In simulating some mofsets I have to bring the gate ~13 volts below the source for it to have a resistance of about 1M. With a bjt it is seems to be much easier to do so. This is in simulation and I'm not sure if it's a modeling issue or what.
vcc | R1 | Q | R2 | gnd
Now bias Q's gate or base using a fixed voltage V. With a bjt the voltage across R2 is simply V - Vbe regardless of what value R2 has.
If Q is a mosfet the source follower configuration will allow the source to rise above the gate if R2 is large. The larger R2 gets the higher the voltage across R2 becomes. The bjt does not have this issue.
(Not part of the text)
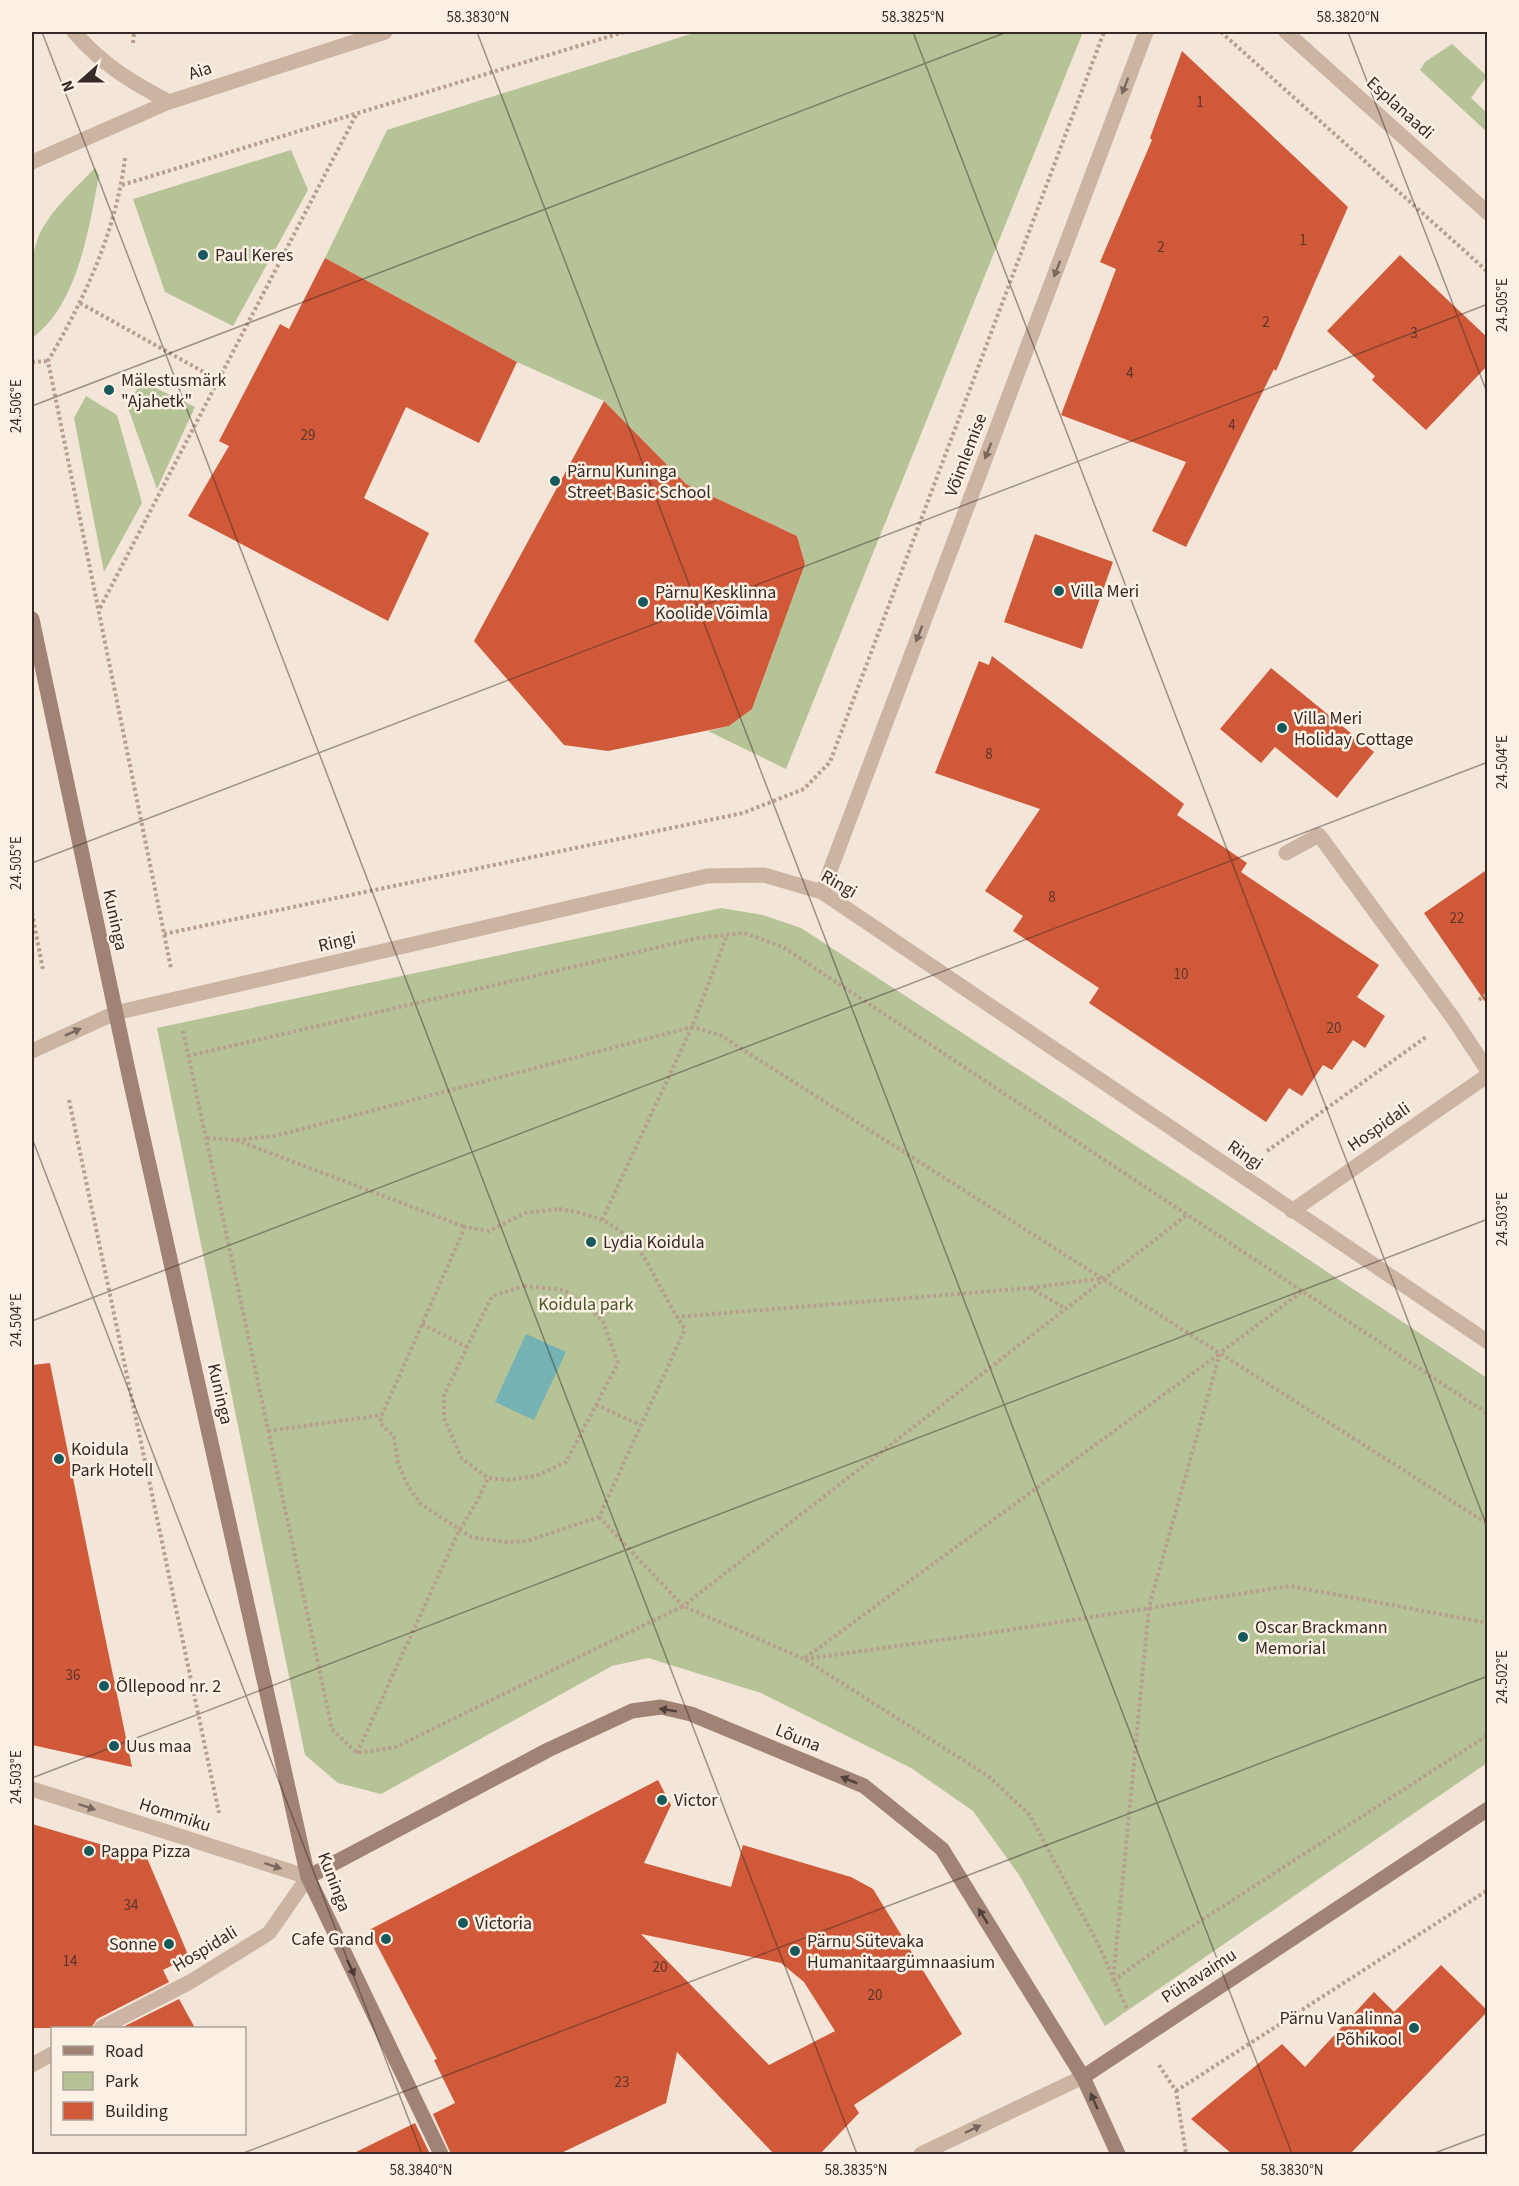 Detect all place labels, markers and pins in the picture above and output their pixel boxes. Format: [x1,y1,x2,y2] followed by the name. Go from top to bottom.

Surely because of the diode action of the base.
The way I understand this issue is that for a mosfet, it has to turn off more, it's effective resistance has to increase, to compete with R2. To do this the gate must be pulled further and further below the source as R2 rises.
The question I have is what specification on a datasheet gives information about how effective the mosfet will cut off with Vgs = 0?
Do I simply have to compute V_DS/IDSS? For the 2N7002 IDSS = 1uA @ 48V ==> 48/1uA or 48M?
What I'm looking for is the the off resistance of a mosfet. We are all familiar with the on resistance but I would like some way to know the off resistance. Also how it functions for different I_DS, V_DS, and V_GS.